* **Task brief**:
The listing below is to be written out word for word, minus its images.

* **Material provided**:

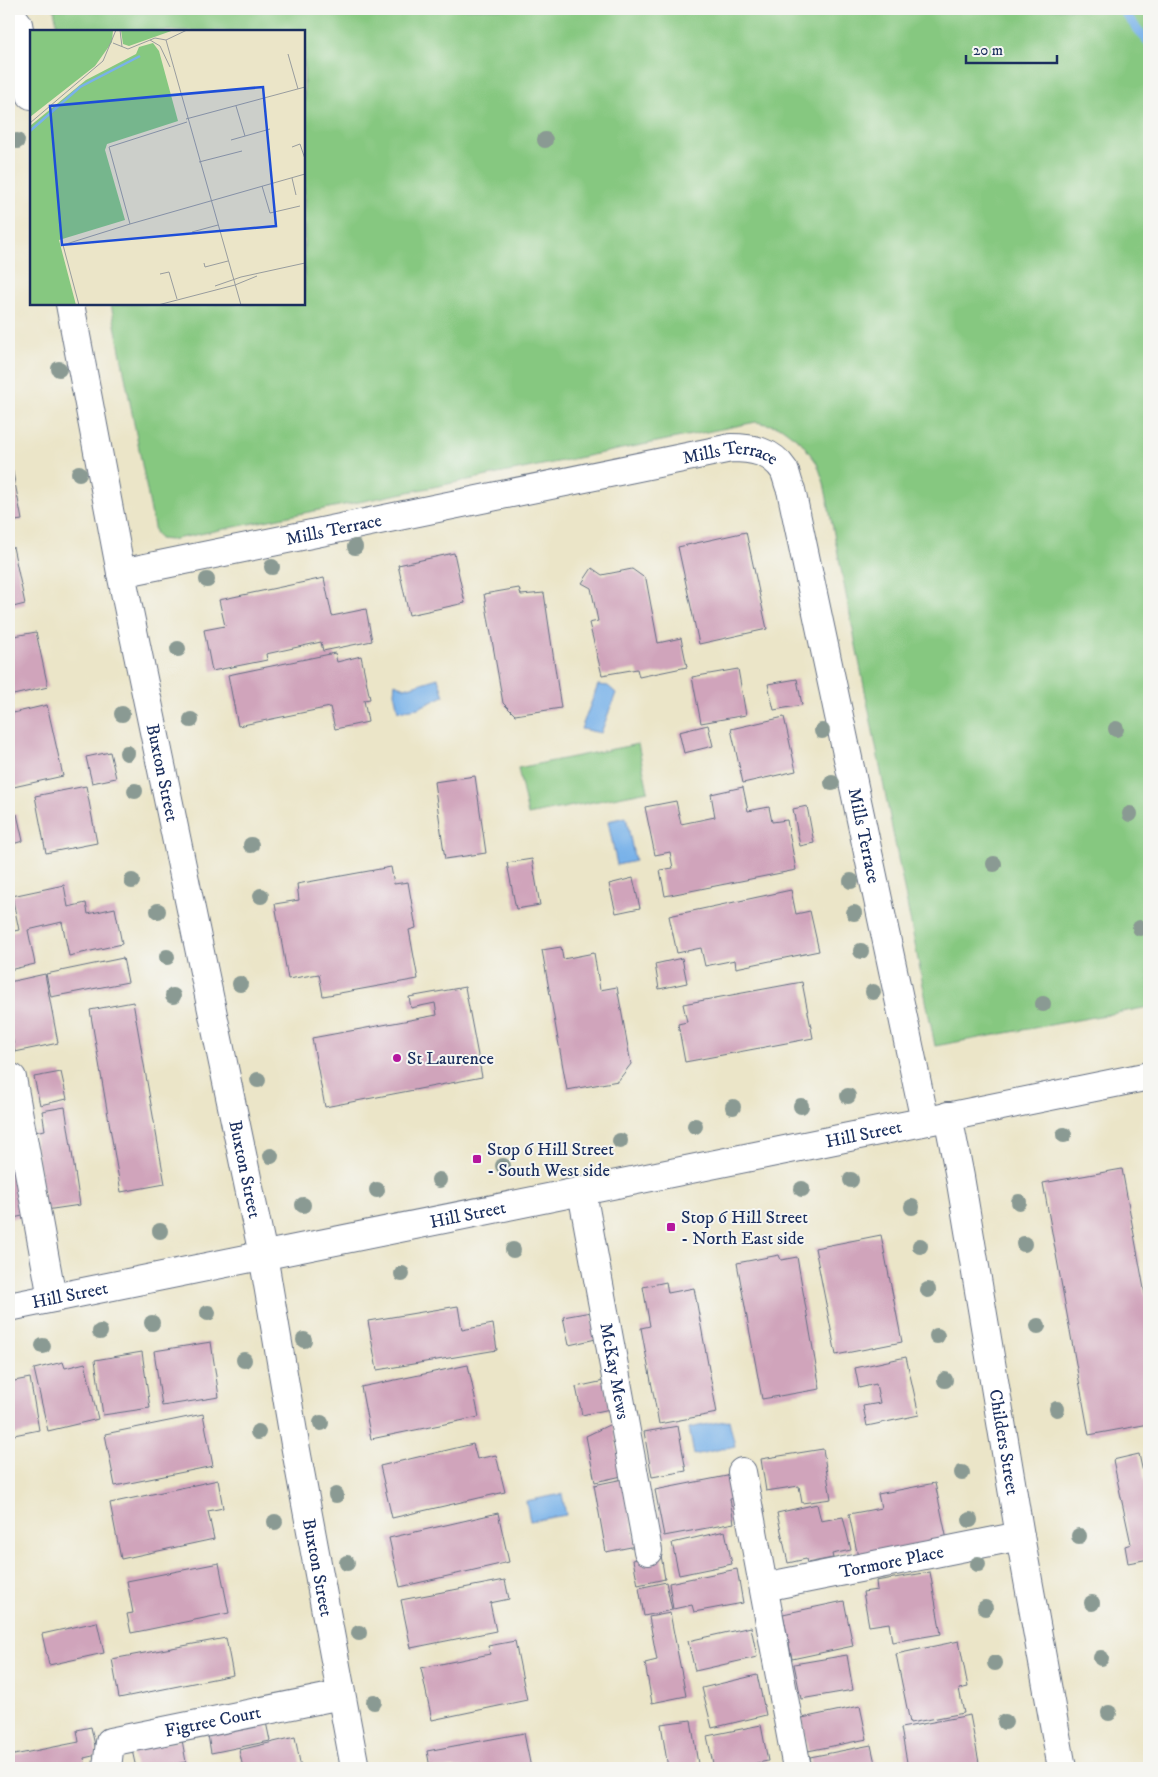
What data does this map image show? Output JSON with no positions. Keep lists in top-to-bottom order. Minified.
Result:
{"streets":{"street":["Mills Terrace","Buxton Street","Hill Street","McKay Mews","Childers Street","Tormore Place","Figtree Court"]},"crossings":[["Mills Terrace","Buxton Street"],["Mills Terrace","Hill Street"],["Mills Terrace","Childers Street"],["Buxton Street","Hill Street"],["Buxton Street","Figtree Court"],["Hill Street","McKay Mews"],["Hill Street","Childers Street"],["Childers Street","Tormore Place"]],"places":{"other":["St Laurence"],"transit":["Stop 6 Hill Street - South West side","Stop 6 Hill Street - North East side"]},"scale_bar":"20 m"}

* **Answer below**:
What data does this map image show? Output JSON with no positions. Keep lists in top-to-bottom order. Minified.
Result:
{"streets":{"street":["Mills Terrace","Buxton Street","Hill Street","McKay Mews","Childers Street","Tormore Place","Figtree Court"]},"crossings":[["Mills Terrace","Buxton Street"],["Mills Terrace","Hill Street"],["Mills Terrace","Childers Street"],["Buxton Street","Hill Street"],["Buxton Street","Figtree Court"],["Hill Street","McKay Mews"],["Hill Street","Childers Street"],["Childers Street","Tormore Place"]],"places":{"other":["St Laurence"],"transit":["Stop 6 Hill Street - South West side","Stop 6 Hill Street - North East side"]},"scale_bar":"20 m"}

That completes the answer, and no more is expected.